(Exercise data):
● ● ●
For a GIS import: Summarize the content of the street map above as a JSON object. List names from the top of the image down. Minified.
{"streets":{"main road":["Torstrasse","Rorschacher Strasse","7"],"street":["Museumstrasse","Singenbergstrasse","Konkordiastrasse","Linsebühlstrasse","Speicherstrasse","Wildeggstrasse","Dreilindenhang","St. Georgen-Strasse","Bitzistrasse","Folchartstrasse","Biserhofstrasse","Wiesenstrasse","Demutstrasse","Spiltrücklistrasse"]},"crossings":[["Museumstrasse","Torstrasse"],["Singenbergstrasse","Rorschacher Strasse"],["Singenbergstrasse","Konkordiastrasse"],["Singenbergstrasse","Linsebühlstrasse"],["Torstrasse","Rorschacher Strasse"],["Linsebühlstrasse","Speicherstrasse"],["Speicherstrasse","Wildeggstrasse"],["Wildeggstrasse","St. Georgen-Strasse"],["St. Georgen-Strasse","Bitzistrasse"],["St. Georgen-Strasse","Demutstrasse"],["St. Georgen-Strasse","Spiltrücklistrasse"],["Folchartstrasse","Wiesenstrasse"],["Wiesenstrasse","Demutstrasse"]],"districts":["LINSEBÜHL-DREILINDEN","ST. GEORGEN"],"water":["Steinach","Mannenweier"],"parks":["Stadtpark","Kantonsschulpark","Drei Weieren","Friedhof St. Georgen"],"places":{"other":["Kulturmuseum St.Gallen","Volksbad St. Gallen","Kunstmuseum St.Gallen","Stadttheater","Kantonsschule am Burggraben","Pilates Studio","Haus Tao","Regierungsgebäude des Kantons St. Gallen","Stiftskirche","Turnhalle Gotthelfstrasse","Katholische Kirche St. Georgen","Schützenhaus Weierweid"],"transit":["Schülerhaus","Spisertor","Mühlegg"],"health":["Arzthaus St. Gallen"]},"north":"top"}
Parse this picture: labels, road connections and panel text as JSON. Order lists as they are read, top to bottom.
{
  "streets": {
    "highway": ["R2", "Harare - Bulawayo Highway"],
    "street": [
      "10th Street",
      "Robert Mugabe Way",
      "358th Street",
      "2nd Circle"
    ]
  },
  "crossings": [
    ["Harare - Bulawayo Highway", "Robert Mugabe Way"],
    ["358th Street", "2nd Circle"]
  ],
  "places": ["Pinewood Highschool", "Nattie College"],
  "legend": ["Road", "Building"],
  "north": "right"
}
● ● ●
From the first line to the last, please write out the entries exactly.

For a GIS import: Summarize the content of the street map above as a JSON object. List names from the top of the image down. Minified.
{"streets":{"main road":["Torstrasse","Rorschacher Strasse","7"],"street":["Museumstrasse","Singenbergstrasse","Konkordiastrasse","Linsebühlstrasse","Speicherstrasse","Wildeggstrasse","Dreilindenhang","St. Georgen-Strasse","Bitzistrasse","Folchartstrasse","Biserhofstrasse","Wiesenstrasse","Demutstrasse","Spiltrücklistrasse"]},"crossings":[["Museumstrasse","Torstrasse"],["Singenbergstrasse","Rorschacher Strasse"],["Singenbergstrasse","Konkordiastrasse"],["Singenbergstrasse","Linsebühlstrasse"],["Torstrasse","Rorschacher Strasse"],["Linsebühlstrasse","Speicherstrasse"],["Speicherstrasse","Wildeggstrasse"],["Wildeggstrasse","St. Georgen-Strasse"],["St. Georgen-Strasse","Bitzistrasse"],["St. Georgen-Strasse","Demutstrasse"],["St. Georgen-Strasse","Spiltrücklistrasse"],["Folchartstrasse","Wiesenstrasse"],["Wiesenstrasse","Demutstrasse"]],"districts":["LINSEBÜHL-DREILINDEN","ST. GEORGEN"],"water":["Steinach","Mannenweier"],"parks":["Stadtpark","Kantonsschulpark","Drei Weieren","Friedhof St. Georgen"],"places":{"other":["Kulturmuseum St.Gallen","Volksbad St. Gallen","Kunstmuseum St.Gallen","Stadttheater","Kantonsschule am Burggraben","Pilates Studio","Haus Tao","Regierungsgebäude des Kantons St. Gallen","Stiftskirche","Turnhalle Gotthelfstrasse","Katholische Kirche St. Georgen","Schützenhaus Weierweid"],"transit":["Schülerhaus","Spisertor","Mühlegg"],"health":["Arzthaus St. Gallen"]},"north":"top"}
Parse this picture: labels, road connections and panel text as JSON. Order lists as they are read, top to bottom.
{
  "streets": {
    "highway": ["R2", "Harare - Bulawayo Highway"],
    "street": [
      "10th Street",
      "Robert Mugabe Way",
      "358th Street",
      "2nd Circle"
    ]
  },
  "crossings": [
    ["Harare - Bulawayo Highway", "Robert Mugabe Way"],
    ["358th Street", "2nd Circle"]
  ],
  "places": ["Pinewood Highschool", "Nattie College"],
  "legend": ["Road", "Building"],
  "north": "right"
}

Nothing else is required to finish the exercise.